The original & traditional Rhumba is mostly slow and long. It is characterised by a lot of singing from the beginning with the listener getting a chance to dance halfway through when the song changes tempo and gains speed.
And the songs of the likes of the late Franco nicknamed ‘the sorcerer of the Guitar’ were very long simply because the artists used the opportunity to explain what they are singing about. Many followers of Rhumba often joke about how one can listen to one song from Gaborone to Francistown. Franco was particularly passionate about doing a lot of that explaining in his songs so much that some referred to him as problematic. He would sing about a resident who was eating a banana on the market and didn’t take time to throw the banana peel on the rubbish instead opting to litter.
He would also sing passionately about current events in the Democratic Republic of Congo as well as everyday events that occurred around. Knowing fully well that Franco might be around a corner, he forced his fellow residents to change their lives. “People knew that they could never make a wrong move in the presence of Franco because they feared to earn the wrath of his songs, narrates Kanda Bongo Man. “And he would take time in his song, singing about that problem or mistake. People feared him because they didn’t want to become subjects of his songs,” he says explaining the reason behind the long songs.
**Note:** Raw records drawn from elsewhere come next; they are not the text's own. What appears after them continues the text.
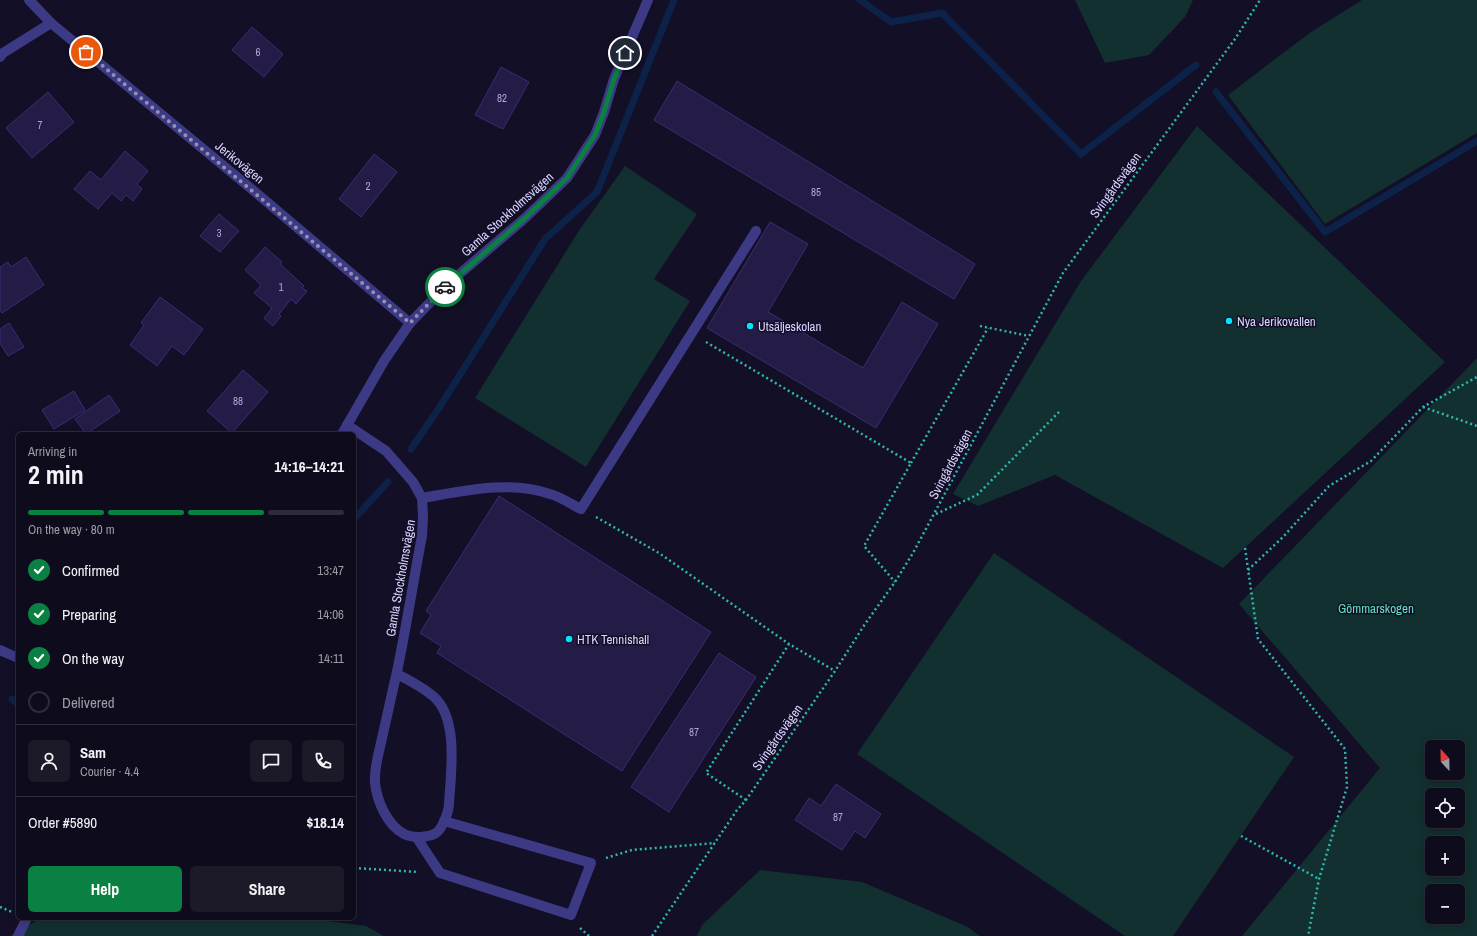 <!DOCTYPE html>
<meta charset="utf-8">
<style>
:root{--surface:#0e0b1c;--page:#1c1929;--text:#f1f3f6;--muted:#9b9ba3;--line:#2e2b3b;--accent:#0b8043}
body{margin:0;font-family:"Archivo Narrow",sans-serif;background:var(--page);color:var(--text);height:100vh;display:flex;flex-direction:column;font-size:15px;white-space:nowrap}
*{box-sizing:border-box;margin:0}
p{font-size:13px;color:var(--muted)}
.icon{flex:none;width:22px;height:22px;fill:none;stroke:currentColor;stroke-width:2;stroke-linecap:round;stroke-linejoin:round}
.map{position:relative;flex:1;overflow:hidden}
.details{position:absolute;left:16px;top:432px;width:340px;height:488px;display:flex;flex-direction:column;background:var(--surface);border-radius:6px;box-shadow:0 2px 10px #0003,0 0 0 1px var(--line)}
.details>*{flex:none}
.needle{width:26px;rotate:338deg}
.controls{position:absolute;left:1425px;top:740px;display:grid;gap:8px}
.controls a{display:grid;place-items:center;width:40px;height:40px;border-radius:6px;background:var(--surface);box-shadow:0 2px 10px #0003,0 0 0 1px var(--line);font-size:20px}
.pin{position:absolute;display:grid;place-items:center;width:34px;height:34px;color:#fff;margin:-17px;border:2px solid #fff;border-radius:50%;box-shadow:0 1px 4px #0007}
.courier{position:absolute;display:grid;place-items:center;width:40px;height:40px;margin:-20px;border:3px solid #0b8043;border-radius:50%;background:#fff;color:#222;box-shadow:0 1px 5px #0007}
.head em{font-style:normal;font-weight:800}
.head div{display:flex;flex-direction:column-reverse}
.head{display:flex;align-items:center;justify-content:space-between;height:68px;padding:0 12px}
h1{font-size:26px;font-weight:800;line-height:30px}
.bar{display:grid;grid-template-columns:repeat(4,1fr);gap:6px 4px;align-content:center;height:48px;padding:0 12px}
.bar i{height:5px;border-radius:3px;background:var(--line)}
.bar .on{background:var(--accent)}
.bar p{grid-column:span 4}
.line{display:flex;align-items:center;gap:10px;padding:0 12px;border-top:1px solid var(--line)}
.line div{flex:1}
.round{display:grid;place-items:center;flex:none;width:42px;height:42px;border-radius:6px;background:var(--page)}
ol{padding:0 12px;list-style:none}
li{display:flex;align-items:center;gap:12px;height:44px}
li p{margin-inline-start:auto}
li .icon{padding:4px;border-radius:50%;background:var(--accent);color:#fff;stroke-width:4}
li:last-child{color:var(--muted)}
li i{width:22px;height:22px;border:2px solid var(--line);border-radius:50%}
.button{display:flex;gap:8px;margin-top:auto;padding:8px 12px}
.button a{flex:1;height:46px;border-radius:6px;background:var(--accent);color:#fff;font-size:16px;font-weight:800;line-height:46px;text-align:center}
.button a+a{background:var(--page);color:var(--text)}
.map>svg:first-child{display:block}
</style>
<div class="map">
<svg width="1477" height="936" viewBox="0 0 1477 936">
<rect width="100%" height="100%" fill="#130f26"/>
<g fill="#12302f" fill-rule="evenodd">
<path d="M 1075,0 L 1193,0 L 1185,17 L 1149,55 L 1105,63 Z"/>
<path d="M 1362,0 L 1477,0 L 1477,133 L 1325,224 L 1228,95 L 1311,32 Z"/>
<path d="M 1197,126 L 1445,362 L 1223,568 L 1055,475 L 978,506 L 953,494 L 1081,281 Z"/>
<path d="M 625,166 L 697,214 L 654,279 L 690,301 L 586,467 L 475,398 L 578,232 Z"/>
<path d="M 1477,358 L 1477,936 L 1242,936 L 1380,768 L 1239,604 ZM 1432,747 L 1458,747 L 1458,773 L 1432,773 ZM 1432,795 L 1458,795 L 1458,821 L 1432,821 ZM 1432,843 L 1458,843 L 1458,869 L 1432,869 ZM 1432,891 L 1458,891 L 1458,917 L 1432,917 Z"/>
<path d="M 994,553 L 1294,757 L 1173,936 L 1125,936 L 857,754 Z"/>
<path d="M 760,870 L 862,882 L 968,927 L 980,936 L 697,936 L 702,925 Z"/>
<path d="M 41,918 L 306,918 L 366,926 L 384,936 L 10,936 Z"/>
</g>
<g fill="none" stroke-linecap="round" stroke-linejoin="round">
<g stroke="#0c2248" stroke-width="7">
<path d="M 860,0 L 891,22 L 942,13 L 1081,154 L 1196,65"/>
<path d="M 1216,92 L 1325,232 L 1477,141"/>
<path d="M 411,449 L 439,408 L 545,239 L 597,192 L 674,0"/>
<path d="M 354,519 L 388,482"/>
<path d="M 12,699 L 18,704"/>
</g>
</g>
<g fill="#241b47" stroke="#3b2d73">
<path d="M 252,27 L 283,54 L 264,77 L 232,50 Z"/>
<path d="M 501,67 L 529,82 L 503,129 L 475,115 Z"/>
<path d="M 677,81 L 975,264 L 954,299 L 654,120 Z"/>
<path d="M 48,92 L 74,122 L 32,158 L 6,128 Z"/>
<path d="M 125,151 L 148,171 L 137,184 L 142,189 L 133,201 L 126,195 L 121,201 L 112,193 L 98,209 L 74,189 L 90,171 L 101,180 Z"/>
<path d="M 374,154 L 397,172 L 361,217 L 339,199 Z"/>
<path d="M 219,214 L 239,231 L 220,252 L 200,236 Z"/>
<path d="M 770,222 L 808,244 L 768,312 L 863,368 L 902,302 L 938,324 L 876,428 L 707,328 Z"/>
<path d="M 265,247 L 282,262 L 280,264 L 304,286 L 302,288 L 307,291 L 296,304 L 291,299 L 279,314 L 281,316 L 273,326 L 264,318 L 272,308 L 254,293 L 261,285 L 245,270 Z"/>
<path d="M 26,257 L 44,285 L 2,313 L 0,310 L 0,267 L 8,262 L 11,267 Z"/>
<path d="M 160,297 L 203,329 L 184,355 L 172,346 L 157,366 L 130,345 L 144,325 L 141,323 Z"/>
<path d="M 9,323 L 24,347 L 8,356 L 0,343 L 0,329 Z"/>
<path d="M 243,370 L 268,392 L 232,433 L 207,411 Z"/>
<path d="M 74,391 L 85,410 L 54,429 L 42,410 Z"/>
<path d="M 109,395 L 120,411 L 86,434 L 75,419 Z"/>
<path d="M 499,496 L 711,632 L 622,771 L 437,653 L 441,646 L 420,633 L 431,615 L 426,611 Z"/>
<path d="M 719,653 L 756,677 L 669,812 L 631,787 Z"/>
<path d="M 836,784 L 881,814 L 865,838 L 855,831 L 842,850 L 795,820 L 809,798 L 821,806 Z"/>
</g>
<g fill="none" stroke-linecap="round" stroke-linejoin="round">
<g stroke="#2fb8b0" stroke-width="2.5" stroke-dasharray="2 3" stroke-linecap="butt">
<path d="M 980,326 L 1029,336"/>
<path d="M 706,342 L 911,463 L 864,546 L 895,582"/>
<path d="M 1423,407 L 1477,426"/>
<path d="M 911,463 L 988,328"/>
<path d="M 936,514 L 977,495 L 1059,412"/>
<path d="M 596,517 L 659,553 L 789,644"/>
<path d="M 1245,548 L 1258,639 L 1345,749 L 1347,787 L 1319,879 L 1308,936"/>
<path d="M 1248,570 L 1283,537 L 1329,486 L 1371,461 L 1423,407 L 1477,377"/>
<path d="M 746,800 L 706,773 L 789,644 L 835,671"/>
<path d="M 1241,836 L 1319,879"/>
<path d="M 606,858 L 632,850 L 715,843"/>
<path d="M 354,868 L 419,872"/>
<path d="M 0,907 L 12,912"/>
<path d="M 580,928 L 589,936"/>
<path d="M 652,936 L 737,810 L 746,800 L 835,671 L 865,624 L 895,582 L 913,553 L 1063,273 L 1235,39 L 1260,0"/>
</g>
<g stroke="#3d3a85" stroke-width="10">
<path d="M 347,425 L 386,451 L 413,482 L 422,498 L 423,516 L 422,536 C 413,582 406,630 396,676 C 391,697 387,717 382,738 C 379,753 374,767 375,783 C 377,801 387,825 404,834 C 412,838 428,838 436,833 C 443,828 449,811 449,803 C 451,772 459,718 433,696 C 422,687 409,680 397,674"/>
<path d="M 422,498 C 464,491 509,480 550,494 C 561,497 571,504 581,509 L 756,231"/>
<path d="M 417,838 L 440,873 L 571,915 L 591,863 L 444,821"/>
</g>
<g stroke="#3d3a85" stroke-width="10">
<path d="M 29,0 L 51,23 L 254,191 L 410,323"/>
<path d="M 0,57 L 3,53 L 51,23"/>
<path d="M 0,650 L 18,658"/>
</g>
<g stroke="#3d3a85" stroke-width="10">
<path d="M 342,434 L 384,361 L 410,323 L 450,282 L 524,219 L 567,178 L 595,135 L 604,112 L 614,79 L 648,0"/>
<path d="M 18,936 L 27,918"/>
</g>
</g>
<g fill="none" stroke-linecap="round" stroke-linejoin="round">
<path stroke="#948fb3" stroke-width="4" stroke-dasharray="0 7.2" d="M 86,52 L 410,323 L 445,287"/>
<path stroke="#0b8043" stroke-width="5" d="M 445,287 L 524,219 L 567,178 L 595,135 L 604,112 L 614,79 L 625,53"/>
</g>
<g fill="#00e5ff" stroke="#130f26" stroke-width="1.5">
<circle cx="1229" cy="321" r="4"/>
<circle cx="750" cy="326" r="4"/>
<circle cx="569" cy="639" r="4"/>
</g>
<g text-anchor="middle" stroke-width="3" stroke-linejoin="round" paint-order="stroke">
<g font-size="11" fill="#aca6d1">
<text x="258" y="56">6</text>
<text x="502" y="102">82</text>
<text x="40" y="129">7</text>
<text x="368" y="190">2</text>
<text x="816" y="196">85</text>
<text x="219" y="237">3</text>
<text x="281" y="291">1</text>
<text x="238" y="405">88</text>
<text x="694" y="736">87</text>
<text x="838" y="821">87</text>
</g>
<g font-size="13" fill="#d9d4ff" stroke="#130f26">
<text transform="translate(240 162) rotate(39)" y="5">Jerikovägen</text>
<text transform="translate(1115 185) rotate(-54)" y="5">Svingårdsvägen</text>
<text transform="translate(507 214) rotate(-42)" y="5">Gamla Stockholmsvägen</text>
<text transform="translate(950 464) rotate(-62)" y="5">Svingårdsvägen</text>
<text transform="translate(400 578) rotate(-80)" y="5">Gamla Stockholmsvägen</text>
<text transform="translate(777 737) rotate(-55)" y="5">Svingårdsvägen</text>
</g>
<g font-size="13" fill="#d9d4ff" stroke="#130f26" text-anchor="start">
<text x="1237" y="326">Nya Jerikovallen</text>
<text x="758" y="331">Utsäljeskolan</text>
<text x="577" y="644">HTK Tennishall</text>
</g>
<g font-size="13" fill="#5fe0c0" stroke="#130f26">
<text x="1376" y="613">Gömmarskogen</text>
</g>
</g>
</svg>
<div class="controls">
<a><svg class="needle" viewBox="-14 -14 28 28"><path d="M0-13l5 13h-10z" fill="#e53935"/><path d="M0 13l5-13h-10z" fill="#9b9ba3"/></svg></a>
<a><svg class="icon" aria-label="locate" viewBox="0 0 24 24"><circle cx="12" cy="12" r="6"/><path d="M12 2v4M12 18v4M2 12h4M18 12h4"/></svg></a>
<a>+</a>
<a>−</a>
</div>
<div class="pin" style="left:86px;top:52px;background:#ea580c"><svg class="icon" aria-label="bag" viewBox="0 0 24 24"><path d="M5 8h14l-1 12H6zM9 8a3 3 0 0 1 6 0"/></svg></div>
<div class="pin" style="left:625px;top:53px;background:#1f2937"><svg class="icon" aria-label="home" viewBox="0 0 24 24"><path d="M3 11l9-7 9 7M6 9v11h12V9"/></svg></div>
<div class="courier" style="left:445px;top:287px"><svg class="icon" aria-label="car" viewBox="0 0 24 24"><path d="M5 17H2v-5l4-1 3-4h7l3 4 3 1v5h-3M9 17h6M6 11h13"/><circle cx="7" cy="17" r="2"/><circle cx="17" cy="17" r="2"/></svg></div>
<section class="details">
<div class="head"><div><h1>2 min</h1><p>Arriving in</p></div><em>14:16–14:21</em></div>
<div class="bar"><i class="on"></i><i class="on"></i><i class="on"></i><i></i><p>On the way · 80 m</p></div>
<ol>
<li><svg class="icon" aria-label="check" viewBox="0 0 24 24"><path d="M5 12l5 5 9-10"/></svg>Confirmed<p>13:47</p></li>
<li><svg class="icon" aria-label="check" viewBox="0 0 24 24"><path d="M5 12l5 5 9-10"/></svg>Preparing<p>14:06</p></li>
<li><svg class="icon" aria-label="check" viewBox="0 0 24 24"><path d="M5 12l5 5 9-10"/></svg>On the way<p>14:11</p></li>
<li><i></i>Delivered</li>
</ol>
<div class="line" style="height:72px"><a class="round"><svg class="icon" aria-label="person" viewBox="0 0 24 24"><circle cx="12" cy="8" r="4"/><path d="M4 21q1-7 8-7t8 7"/></svg></a><div><b>Sam</b><p>Courier · 4.4</p></div><a class="round"><svg class="icon" aria-label="chat" viewBox="0 0 24 24"><path d="M4 5h16v11H9l-5 4z"/></svg></a><a class="round"><svg class="icon" aria-label="phone" viewBox="0 0 24 24"><path d="M5 4h4l2 5-3 2q2 4 5 5l2-3 5 2v4C11 20 4 13 5 4z"/></svg></a></div>
<div class="line" style="height:52px"><div>Order #5890</div><b>$18.14</b></div>
<div class="button"><a>Help</a><a>Share</a></div>
</section>
</div>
“In our generation, we sing to make people dance hence we concentrate more on dancing than talking a lot on the song,” he points out. “In France, I first began by pursuing the traditional Rhumba but there people didn’t get it,” narrates Kanda Bongo Man. Seeing that his passion and love was not being fully appreciated by those that he was trying to please, he came up with another version of Rhumba known as Soukous.
According to Wikipedia, he is also credited as the inventor of the Kwassa Kwassa dance rhythm where the hips move back and forth while the hands move to follow the hips. “With Soukous, a listener can start dancing from the first beat till the end,” says the legendary artist during a rare interview with this publication.
With 15 albums under his belt, he explains that after his first album in 1981, titled ‘In the Morning,’ it became increasingly difficult for him to release another album as it took two years on the market and that fans just could not get enough of the album. He released his second album two years later titled Na Muchana or Na Botswana (when he performed in the country) amid the fear that the new album might be swallowed by the fame created by his maiden album.
The legend arrived in Gaborone this week Monday and he was expected to perform at Trekkers nightclub in Maun as well as Boccim Hall in Francistown on Friday & Saturday respectively. Accompanied by his 12-piece band, he was supporting Diva Vebrok who was launching her production called Re Mo dilong. Other artists pencilled to perform included Jeff Matheatau, Jojo, Jujuboy, Matsieng, Tumza, B Collabo & Mzakhula. One of the sponsors of the show is none other than African Excursion who would show him around Moremi Game Reserve. Both shows are organised by Gilbert Promotions. In 2015, he will finally return to Gaborone where he will hold his first show after many years. The show is slated to take place beginning of April at the National Stadium.
“My music is still relevant. Even for those fans who were still young when I was in Botswana, they would have listened to my music with their parents. And I can tell you that the National Stadium will never be the same again once I have that show,” he promises. Kanda Bongo Man first came to Botswana in 1991 after his tour in Australia. He met with a certain promoter by the name John in South Africa where he had a show and he decided to pop into the country and entertain his many fans on this side of the border.
“I met Vebrok and she introduced me to her promoter, Gilbert Seagile of Gilbert Promotions, and that’s how this journey began of returning to Botswana,” he notes.